'''
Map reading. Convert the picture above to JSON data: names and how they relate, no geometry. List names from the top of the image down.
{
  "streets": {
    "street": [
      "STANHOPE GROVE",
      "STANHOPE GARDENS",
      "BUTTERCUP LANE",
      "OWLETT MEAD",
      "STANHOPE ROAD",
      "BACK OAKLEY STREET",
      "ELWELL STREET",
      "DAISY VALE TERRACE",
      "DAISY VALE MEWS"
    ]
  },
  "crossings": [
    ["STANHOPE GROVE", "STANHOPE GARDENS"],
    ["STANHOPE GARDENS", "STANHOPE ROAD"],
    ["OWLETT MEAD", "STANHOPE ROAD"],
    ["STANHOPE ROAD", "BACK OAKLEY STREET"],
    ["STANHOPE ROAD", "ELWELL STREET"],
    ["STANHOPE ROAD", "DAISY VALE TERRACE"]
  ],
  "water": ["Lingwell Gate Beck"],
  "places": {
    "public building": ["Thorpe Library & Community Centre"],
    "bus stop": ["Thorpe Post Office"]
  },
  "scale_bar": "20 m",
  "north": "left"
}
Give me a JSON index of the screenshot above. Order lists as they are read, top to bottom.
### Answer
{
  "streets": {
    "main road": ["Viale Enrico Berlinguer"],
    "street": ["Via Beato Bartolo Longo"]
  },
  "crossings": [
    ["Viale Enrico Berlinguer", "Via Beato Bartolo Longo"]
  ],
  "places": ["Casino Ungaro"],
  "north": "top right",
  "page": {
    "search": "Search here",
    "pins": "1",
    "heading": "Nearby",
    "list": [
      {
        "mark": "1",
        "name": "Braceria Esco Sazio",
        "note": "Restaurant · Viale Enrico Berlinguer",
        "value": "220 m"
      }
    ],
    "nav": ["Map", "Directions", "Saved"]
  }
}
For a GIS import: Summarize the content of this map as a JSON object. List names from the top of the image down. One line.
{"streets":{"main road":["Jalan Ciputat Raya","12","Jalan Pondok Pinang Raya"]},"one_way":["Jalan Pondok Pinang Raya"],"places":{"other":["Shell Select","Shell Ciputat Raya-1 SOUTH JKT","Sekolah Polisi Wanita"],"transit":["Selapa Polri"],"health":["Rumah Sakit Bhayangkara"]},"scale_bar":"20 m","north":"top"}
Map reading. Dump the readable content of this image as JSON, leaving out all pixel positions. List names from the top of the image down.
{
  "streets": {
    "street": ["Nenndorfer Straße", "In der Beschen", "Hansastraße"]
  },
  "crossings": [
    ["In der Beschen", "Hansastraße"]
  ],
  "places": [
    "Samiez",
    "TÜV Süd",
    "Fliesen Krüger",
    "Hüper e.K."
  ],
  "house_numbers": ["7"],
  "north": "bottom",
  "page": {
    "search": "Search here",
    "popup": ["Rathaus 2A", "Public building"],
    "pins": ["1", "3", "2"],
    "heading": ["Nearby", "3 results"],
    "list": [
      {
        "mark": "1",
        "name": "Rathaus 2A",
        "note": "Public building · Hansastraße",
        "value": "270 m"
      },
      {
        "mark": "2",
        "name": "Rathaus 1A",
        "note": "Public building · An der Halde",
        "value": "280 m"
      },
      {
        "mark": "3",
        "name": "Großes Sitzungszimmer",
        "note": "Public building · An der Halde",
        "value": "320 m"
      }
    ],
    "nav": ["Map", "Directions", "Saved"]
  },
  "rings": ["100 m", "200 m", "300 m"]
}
'''
Beginning with the first line above, transcribe all of the data exactly.

**RESULT OF THIS EXERCISE**
Map reading. Convert the picture above to JSON data: names and how they relate, no geometry. List names from the top of the image down.
{
  "streets": {
    "street": [
      "STANHOPE GROVE",
      "STANHOPE GARDENS",
      "BUTTERCUP LANE",
      "OWLETT MEAD",
      "STANHOPE ROAD",
      "BACK OAKLEY STREET",
      "ELWELL STREET",
      "DAISY VALE TERRACE",
      "DAISY VALE MEWS"
    ]
  },
  "crossings": [
    ["STANHOPE GROVE", "STANHOPE GARDENS"],
    ["STANHOPE GARDENS", "STANHOPE ROAD"],
    ["OWLETT MEAD", "STANHOPE ROAD"],
    ["STANHOPE ROAD", "BACK OAKLEY STREET"],
    ["STANHOPE ROAD", "ELWELL STREET"],
    ["STANHOPE ROAD", "DAISY VALE TERRACE"]
  ],
  "water": ["Lingwell Gate Beck"],
  "places": {
    "public building": ["Thorpe Library & Community Centre"],
    "bus stop": ["Thorpe Post Office"]
  },
  "scale_bar": "20 m",
  "north": "left"
}
Give me a JSON index of the screenshot above. Order lists as they are read, top to bottom.
### Answer
{
  "streets": {
    "main road": ["Viale Enrico Berlinguer"],
    "street": ["Via Beato Bartolo Longo"]
  },
  "crossings": [
    ["Viale Enrico Berlinguer", "Via Beato Bartolo Longo"]
  ],
  "places": ["Casino Ungaro"],
  "north": "top right",
  "page": {
    "search": "Search here",
    "pins": "1",
    "heading": "Nearby",
    "list": [
      {
        "mark": "1",
        "name": "Braceria Esco Sazio",
        "note": "Restaurant · Viale Enrico Berlinguer",
        "value": "220 m"
      }
    ],
    "nav": ["Map", "Directions", "Saved"]
  }
}
For a GIS import: Summarize the content of this map as a JSON object. List names from the top of the image down. One line.
{"streets":{"main road":["Jalan Ciputat Raya","12","Jalan Pondok Pinang Raya"]},"one_way":["Jalan Pondok Pinang Raya"],"places":{"other":["Shell Select","Shell Ciputat Raya-1 SOUTH JKT","Sekolah Polisi Wanita"],"transit":["Selapa Polri"],"health":["Rumah Sakit Bhayangkara"]},"scale_bar":"20 m","north":"top"}
Map reading. Dump the readable content of this image as JSON, leaving out all pixel positions. List names from the top of the image down.
{
  "streets": {
    "street": ["Nenndorfer Straße", "In der Beschen", "Hansastraße"]
  },
  "crossings": [
    ["In der Beschen", "Hansastraße"]
  ],
  "places": [
    "Samiez",
    "TÜV Süd",
    "Fliesen Krüger",
    "Hüper e.K."
  ],
  "house_numbers": ["7"],
  "north": "bottom",
  "page": {
    "search": "Search here",
    "popup": ["Rathaus 2A", "Public building"],
    "pins": ["1", "3", "2"],
    "heading": ["Nearby", "3 results"],
    "list": [
      {
        "mark": "1",
        "name": "Rathaus 2A",
        "note": "Public building · Hansastraße",
        "value": "270 m"
      },
      {
        "mark": "2",
        "name": "Rathaus 1A",
        "note": "Public building · An der Halde",
        "value": "280 m"
      },
      {
        "mark": "3",
        "name": "Großes Sitzungszimmer",
        "note": "Public building · An der Halde",
        "value": "320 m"
      }
    ],
    "nav": ["Map", "Directions", "Saved"]
  },
  "rings": ["100 m", "200 m", "300 m"]
}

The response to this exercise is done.